Answer: $\sqrt{2}-1$ square units.

Example 9: Find the area bounded by $y=x^2$ and $y=x^3$.

Solution:

1. Solve $x^2=x^3\Rightarrow x^2(1-x)=0\Rightarrow x=0,1$
2. Integrate:

${\int }_0^1\left(x^2-x^3\right)dx$

$={\left[\frac{x^3}{3}-\frac{x^4}{4}\right]}_0^1$

$=\frac{1}{3}-\frac{1}{4}=\frac{1}{12}$

Answer: $\frac{1}{12}$ square units.

7.0Practice Questions based on Area Between Two Curves 

1. Find the area bounded between y = sin x and y = cos x in $[0,\frac{\pi }{4}]$.
2. Find the area between $y=e^x$ and y = ln x over their common domain.
3. Calculate the area between $r=2cos\theta$ and r = 1 in polar coordinates.

8.0Applications of Area Between Two Curves

• Physics (work done by forces)
• Economics (surplus calculation)
• Probability & Statistics (distribution functions)
• Engineering (cross-sectional designs)
• Geometry (irregular shapes)

9.0Sample Questions on Area Between Two Curves

1. What is the formula for the area between two curves?

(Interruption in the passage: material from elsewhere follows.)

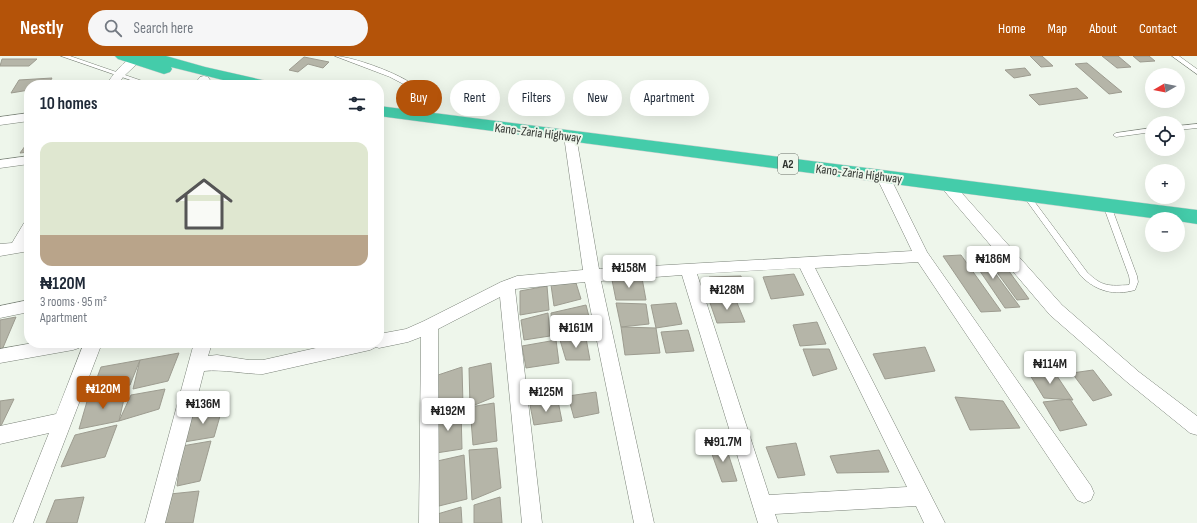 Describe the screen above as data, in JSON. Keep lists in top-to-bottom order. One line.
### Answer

Ans: If f(x) is the upper curve and g(x) is the lower curve in the interval [a, b], then: $Area={\int }_0^b[f(x)-g(x)]dx$

2. Can we calculate the area between two curves with respect to y?

Ans: Yes. If the curves are expressed as x = f(y) and x = g(y), then: $Area={\int }_c^d[f(y)-g(y)]dy$

3. What is the formula for the area between two curves in polar coordinates?

Ans: For polar curves $r=f(\theta )$ and $r=g(\theta )$: $Area=\frac{1}{2}{\int }_{{\theta }_1}^{{\theta }_2}|[f(\theta ){]}^2-g(\theta ){]}^2|d\theta$